Una sorpresiva cumbre de mandatarios de los países de la Alternativa Bolivariana para las Américas (ALBA) convocada por el presidente de Venezuela, Hugo Chávez, se celebra este miércoles en Venezuela para abordar la crisis política que afronta Bolivia.
"A mí se me ocurrió convocar una reunión extraordinaria del ALBA y hemos estado hablando con Brasil, con Argentina, con Ecuador" anunció Chávez la noche del martes.
"Bolivia está a punto de estallar, y es el imperio que quiere que Bolivia estalle, es la derecha fascista que quiere la guerra, que quiere echar al presidente (Evo) Morales", denunció el líder venezolano.
Además de Chávez y Morales, participarán del encuentro el presidente de Nicaragua, Daniel Ortega, y el vicepresidente de Cuba, Carlos Lage.
El presidente de Bolivia, Evo Morales, que enfrentará el 4 de mayo un referendo convocado por seis regiones lideradas por la próspera región de Santa Cruz que busca aprobar su estatuto de gobierno autónomo, llegó en la madrugada de este miércoles a Caracas procedente de la sede de la ONU en Nueva York.
Los movimientos separatistas de la oposición boliviana son "grupos que permanentemente intentan confundir a la población; siempre estarán oponiéndose, pero son a veces más la voz de la prensa y no tanto grupos que de verdad quieren parar este procesos de cambio", dijo Morales en una breve declaración.
"El imperio siempre estará presente para conspirar, para confundir a la población, no sólo en Bolivia sino en todo el mundo", afirmó Morales, quien inauguró el martes el Foro permanente de la ONU sobre cuestiones indígenas ante cientos de representantes de todo el mundo.
Chávez, quien salió de un breve reposo de tres días por una fuerte gripe, reveló que tomó su decisión luego de que el líder cubano Fidel Castro, su amigo y mentor ideológico, advirtiera el lunes que América Latina está a punto de presenciar "otra tragedia" en Bolivia.
Al referirse a las iniciativas de seis regiones bolivianas para lograr su autonomía, a las que se opone Morales, Fidel Castro escribió el lunes que existe una "amenaza de desintegración real" de Bolivia "que conduciría a luchas fratricidas en el sufrido país".
"A veces uno tiene la sensación terrible, dramática, de que no puede hacer nada, como dice Fidel en esa frase", comentó Chávez al anunciar la inesperada cumbre de representantes de países gobernados por líderes de izquierda radical.
"Bolivia está sometida al fuego una vez más, por atreverse a soñar por retomar el camino de la dignidad de la libertad de la independencia verdadera, (...) estamos y estaremos con Bolivia; te damos la mano y te damos el corazón", expresó Chávez a Morales.
El referendo en Bolivia, calificado por el gobierno de ilegal y separatista, preocupa a otros países de Sudamérica, como Brasil, Colombia y Argentina que han hecho gestiones para acercar a las partes, y de organismos internacionales como la OEA y la UE que enviaron emisarios con el mismo propósito, aún sin resultados.
El vicepresidente cubano Lage evitó hablar de Bolivia al llegar a Caracas y se refirió en cambio a la crisis alimentaria mundial en los últimos cinco años como tema de la reunión del ALBA.
"En ese periodo los alimentos básicos se han duplicado de precios.
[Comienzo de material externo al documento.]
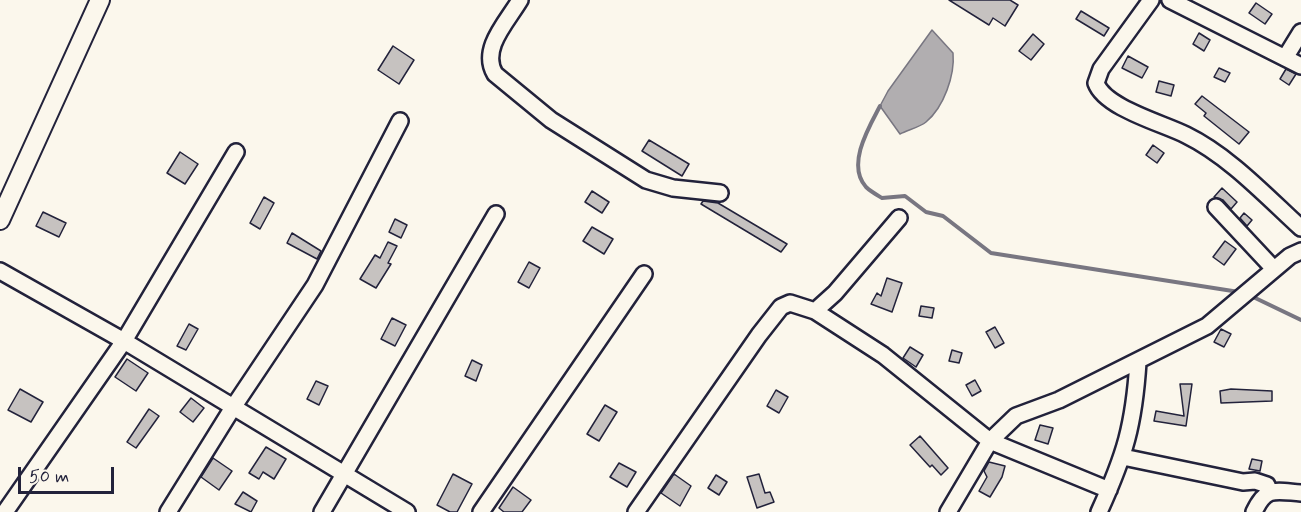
<!DOCTYPE html>
<html>
<head>
<meta charset="utf-8">
<style>
	body { margin:0 }
	#map { position:relative; width:1301px; height:512px; overflow:hidden; background:#fbf7ec; font-family:Mynerve,sans-serif }
	canvas { display:block }
	.scale { position:absolute; left:18px; top:467px; width:96px; height:27px; box-sizing:border-box; border:3px solid #22223b; border-top:0; padding-left:8px; font-size:18px; line-height:21px; white-space:nowrap; color:#22223b; -webkit-text-stroke:4px #fbf7ec; paint-order:stroke }
</style>
</head>
<body>
<div id="map">
<canvas width="1301" height="512"></canvas>
<div class="scale">50 m</div>
</div>
<script>
const ctx = document.querySelector('canvas').getContext('2d');
ctx.lineJoin = 'round';
function fillPath(path, color) { ctx.fillStyle = color; ctx.fill(path, 'evenodd'); }
function trace(path, color, width, dash) { ctx.strokeStyle = color; ctx.lineWidth = width; ctx.lineCap = dash ? 'butt' : 'round'; ctx.setLineDash(dash || []); ctx.stroke(path); }
const water = new Path2D(`
	M932 30 953 53C955 75 944 107 926 122 920 127 908 130 900 134L880 106 888 91Z`);
const stream = new Path2D(`
	M880 106C869 127 846 165 866 187 870 191 877 195 882 198L905 196 926 212 943 216 991 253 1239 292
	M1249 295 1301 320`);
const building = new Path2D(`
	M949 0H1010L1018 5 1005 26 993 18 989 25Z
	M1256 3 1272 14 1265 24 1249 13Z
	M1081 11 1109 28 1104 36 1076 19Z
	M1199 33 1210 40 1204 51 1193 44Z
	M1033 34 1044 44 1031 60 1019 51Z
	M393 46 414 60 399 84 378 70Z
	M1128 56 1148 67 1142 78 1122 68Z
	M1219 68 1230 73 1225 82 1214 77Z
	M1286 69 1296 74 1289 85 1280 79Z
	M1159 81 1174 85 1171 96 1156 92Z
	M1202 96 1249 132 1239 144 1204 116 1206 113 1195 104Z
	M649 140 689 164 682 176 642 151Z
	M1153 145 1164 153 1157 163 1146 155Z
	M180 152 198 164 185 184 167 173Z
	M1222 188 1237 202 1231 209 1223 200 1214 197Z
	M592 191 609 202 602 213 585 202Z
	M264 197 274 203 260 229 250 223Z
	M703 201 718 203 787 244 781 252 701 204Z
	M43 212 66 223 59 237 36 226Z
	M1244 213 1252 220 1247 226 1240 218Z
	M395 219 407 225 401 238 389 232Z
	M592 227 613 239 604 254 583 241Z
	M292 233 321 251 317 259 287 243Z
	M1225 241 1236 249 1224 265 1213 257Z
	M388 242 397 246 388 263 391 264 376 288 360 279 375 255 380 258Z
	M529 262 540 268 529 288 518 282Z
	M887 278 902 283 892 312 871 304 877 293 881 296Z
	M921 306 934 308 932 318 919 316Z
	M392 318 406 325 395 346 381 339Z
	M189 324 198 329 186 350 177 346Z
	M995 327 1004 343 995 348 986 332Z
	M1221 329 1231 334 1224 347 1214 342Z
	M910 347 923 355 916 367 903 358Z
	M952 350 962 353 959 363 949 361Z
	M127 359 148 373 136 391 115 377Z
	M472 360 482 365 476 381 465 376Z
	M975 380 981 391 972 396 966 385Z
	M316 381 328 386 319 405 307 399Z
	M1180 384H1192L1186 426 1154 421 1156 411 1184 416Z
	M20 389 43 402 31 422 8 410Z
	M1231 389 1272 391V401L1221 403 1220 391Z
	M776 390 788 397 779 413 767 406Z
	M191 398 204 408 193 422 180 412Z
	M605 405 617 412 599 441 587 434Z
	M149 409 159 416 136 448 127 442Z
	M1040 425 1053 428 1048 444 1035 440Z
	M920 436 948 468 941 475 932 465 930 467 910 445Z
	M266 447 286 459 274 479 263 472 259 479 249 473Z
	M213 458 232 471 219 490 201 477Z
	M1252 459 1262 461 1260 471 1249 469Z
	M989 462 1005 466 1002 477 990 497 979 491 987 477 984 471Z
	M619 463 636 472 627 487 610 477Z
	M453 474 472 484 457 512H450L437 505Z
	M674 474 691 486 680 506 661 493Z
	M759 474 765 493 770 492 774 502 757 508 747 477Z
	M716 475 727 482 719 495 708 488Z
	M513 487 531 500 522 512H504L499 508Z
	M243 492 257 501 251 512 235 504Z`);
const minor = new Path2D(`
	M520 0C507 22 480 49 495 74L551 120 646 180 673 188 720 193
	M1151 0 1101 69 1096 83C1105 108 1162 123 1186 135 1229 156 1266 196 1301 228
	M1170 0 1301 66
	M1285 58 1301 32
	M1216 207 1274 269
	M0 271 124 341 407 512
	M815 311 835 293 899 218
	M1123 457 1243 482 1255 481 1267 485 1269 491
	M5 512 124 341 236 152
	M168 512 232 409 315 285 400 121
	M322 512 496 214
	M481 512 644 274
	M636 512 759 335 781 307 790 303 815 311 883 355 990 441 1109 490
	M948 512 990 441 1016 416 1059 400 1207 326 1290 256 1301 251
	M1099 512C1125 455 1134 425 1138 362
	M1254 512C1266 486 1275 491 1301 493`);
const tertiary = new Path2D(`
	M0 220 100 0`);
fillPath(water, '#b1aeb0');
trace(water, '#787681', 1.5);
trace(stream, '#787681', 4);
fillPath(building, '#c6c2c0');
trace(building, '#22223b', 1.5);
trace(minor, '#22223b', 20);
trace(tertiary, '#22223b', 22);
trace(minor, '#fbf7ec', 15);
trace(tertiary, '#fbf7ec', 18);
</script>
</body>
</html>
Algunos se han triplicado y otros cuadruplicado, pero especialmente en estos momentos los precios de los alimentos han crecido extraordinariamente con relación a hace apenas un año", dijo Lage, sin mencionar el tema boliviano.
El ALBA surgió en diciembre de 2004 por iniciativa de Cuba y Venezuela como contraposición al Área de Libre Comercio de las Américas (ALCA), impulsada por Washington, se formalizó en abril de 2005 y al año siguiente se unió Bolivia, tras lo cual se sumó Nicaragua en enero de 2007.
Entre las mayores iniciativas del ALBA se destaca la creación de un banco regional aprobado en enero pasado, con 1.000 millones de dólares de capital, que se contrapone al Fondeo Monetario Internacional (FMI) y al Banco Mundial (BM).